Erin Roesch, MD
The Cleveland Clinic
Peripheral neuropathy is a well-recognized complication of taxane therapy that can impact functioning and quality of life. Dose-reductions are applied in an effort to continue treatment and minimize risk of worsening neuropathy. In a prospective analysis of breast cancer patients receiving weekly paclitaxel, Timmins et al showed neuropathy symptoms affected 85% with severe symptoms in 38%, and about half of the cohort had persistent symptoms up to 12 months post-chemotherapy. Patients who received dose reductions reported worse neuropathy and symptom burden compared to those who received full dose paclitaxel chemotherapy. It is challenging to predict with certainty which patients may experience significant neuropathy, and important to acknowledge individual patients factors such as age and other medical co-morbidities. Additional research is warranted to refine individual risk assessment as well as prevention and management strategies.
The treatment landscape for metastatic HER2-positive breast cancer is evolving at a rapid pace. Margetuximab is a chimeric antibody with similar epitope specificity to trastuzumab, but with an engineered Fc region that enhances immune activation. The phase 3 SOPHIA trial included 536 patients with pretreated HER2-positive advanced breast cancer and demonstrated modest improvement in progression free-survival with margetuximab plus chemotherapy compared to trastuzumab plus chemotherapy (median PFS 5.8 versus 4.9 months; HR 0.76, p=0.03). The introduction of other therapies in this space (tucatinib, trastuzumab deruxtecan, neratinib) provides patients with many options, but simultaneously creates a complex treatment algorithm when it comes to therapy selection. Toxicity profiles and sites of metastases should be taken into consideration when deciding on best therapy for an individual patient.

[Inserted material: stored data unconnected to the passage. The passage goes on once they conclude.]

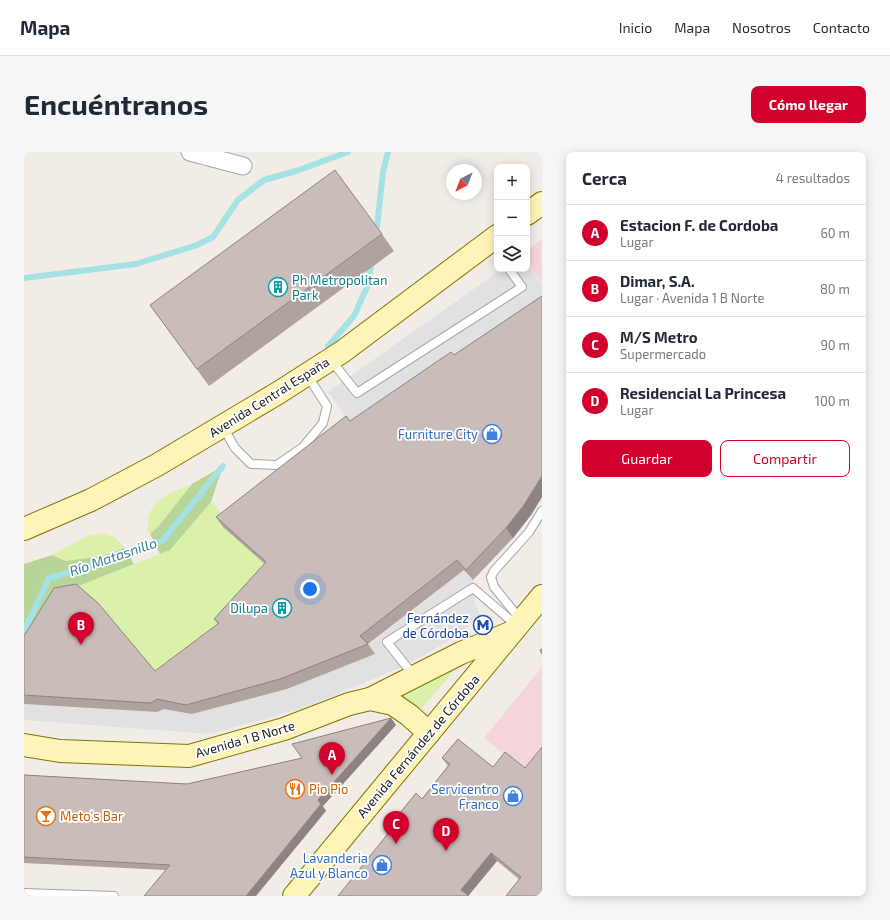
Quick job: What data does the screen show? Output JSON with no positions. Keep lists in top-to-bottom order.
{
  "streets": {
    "main road": ["Avenida Central España", "Avenida 1 B Norte", "Avenida Fernández de Córdoba"]
  },
  "crossings": [
    ["Avenida 1 B Norte", "Avenida Fernández de Córdoba"]
  ],
  "water": ["Río Matasnillo"],
  "places": {
    "building": ["Ph Metropolitan Park", "Dilupa"],
    "shop": ["Furniture City", "Servicentro Franco", "Lavanderia Azul y Blanco"],
    "metro station": ["Fernández de Córdoba"],
    "restaurant": ["Pio Pio"],
    "bar": ["Meto's Bar"]
  },
  "north": "bottom left",
  "page": {
    "header": "Mapa",
    "nav": [
      "Inicio",
      "Mapa",
      "Nosotros",
      "Contacto"
    ],
    "buttons": [
      "Cómo llegar",
      ["Guardar", "Compartir"]
    ],
    "title": "Encuéntranos",
    "heading": ["Cerca", "4 resultados"],
    "map_buttons": ["+", "−"],
    "list": [
      {
        "mark": "A",
        "name": "Estacion F. de Cordoba",
        "note": "Lugar",
        "value": "60 m"
      },
      {
        "mark": "B",
        "name": "Dimar, S.A.",
        "note": "Lugar · Avenida 1 B Norte",
        "value": "80 m"
      },
      {
        "mark": "C",
        "name": "M/S Metro",
        "note": "Supermercado",
        "value": "90 m"
      },
      {
        "mark": "D",
        "name": "Residencial La Princesa",
        "note": "Lugar",
        "value": "100 m"
      }
    ],
    "pins": [
      "B",
      "A",
      "C",
      "D"
    ]
  }
}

Given the impressive outcomes seen with endocrine therapy plus CDK 4/6 inhibitors in the advanced HR+/HER2- population, these combinations are being studied in the curative setting. The phase 3 PALLAS study randomized 5,760 patients with stage I-III HR+/HER2- breast cancer to ongoing endocrine therapy with or without palbociclib for 2 years. Data from the second interim analysis of this trial showed similar invasive disease-free survival rates for the two arms (3 years iDFS 88.2% for palbociclib plus endocrine therapy versus 88.5% for endocrine therapy alone; HR 0.93, p=0.51). In contrast, the phase 3 monarchE trial showed improvement in iDFS with abemaciclib for 2 years with ongoing endocrine therapy compared to endocrine therapy alone (2 year iDFS rate of 92.3% versus 89.3%; HR 0.713, p=0.0009). Differences in study populations, mechanism of action of various CDK 4/6 inhibitors, dosing and drug exposure, may possibly impact results. Long-term follow-up and biomarker studies are desired to further delineate the role of CDK 4/6 inhibitors in this setting.
References:
Runowicz CD, Leach CR, Henry NL, Henry KS, Mackey HT, Cowens-Alvarado RL, Cannady RS, Pratt-Chapman ML, Edge SB, Jacobs LA, Hurria A, Marks LB, LaMonte SJ, Warner E, Lyman GH, Ganz PA. American Cancer Society/American Society of Clinical Oncology Breast Cancer Survivorship Care Guideline. J Clin Oncol. 2016;34:611-35.
Ghoreishi Z, Keshavarz S, Asghari Jafarabadi M, Fathifar Z, Goodman KA, Esfahani A. Risk factors for paclitaxel-induced peripheral neuropathy in patients with breast cancer. BMC Cancer. 2018;18:958.
O'Shaughnessy JA, Johnston S, Harbeck N, Toi M, Im Y-H, Reinisch M, Shao Z, Kellokumpu Lehtinen PL, Huang C-S, Tryakin A, Goetz M, Rugo HS, Senkus E, Testa L, Andersson M, Tamura K, Steger GG, Del Mastro L, Cox J, Forrester T, Sherwood S, Li X, Wei R, Martin M, Rastogi P. Primary outcome analysis of invasive disease-free survival for monarchE: abemaciclib combined with adjuvant endocrine therapy for high risk early breast cancer. Presented at: 2020 Virtual San Antonio Breast Cancer Symposium; December 8-11, 2020. Abstract GS1-01.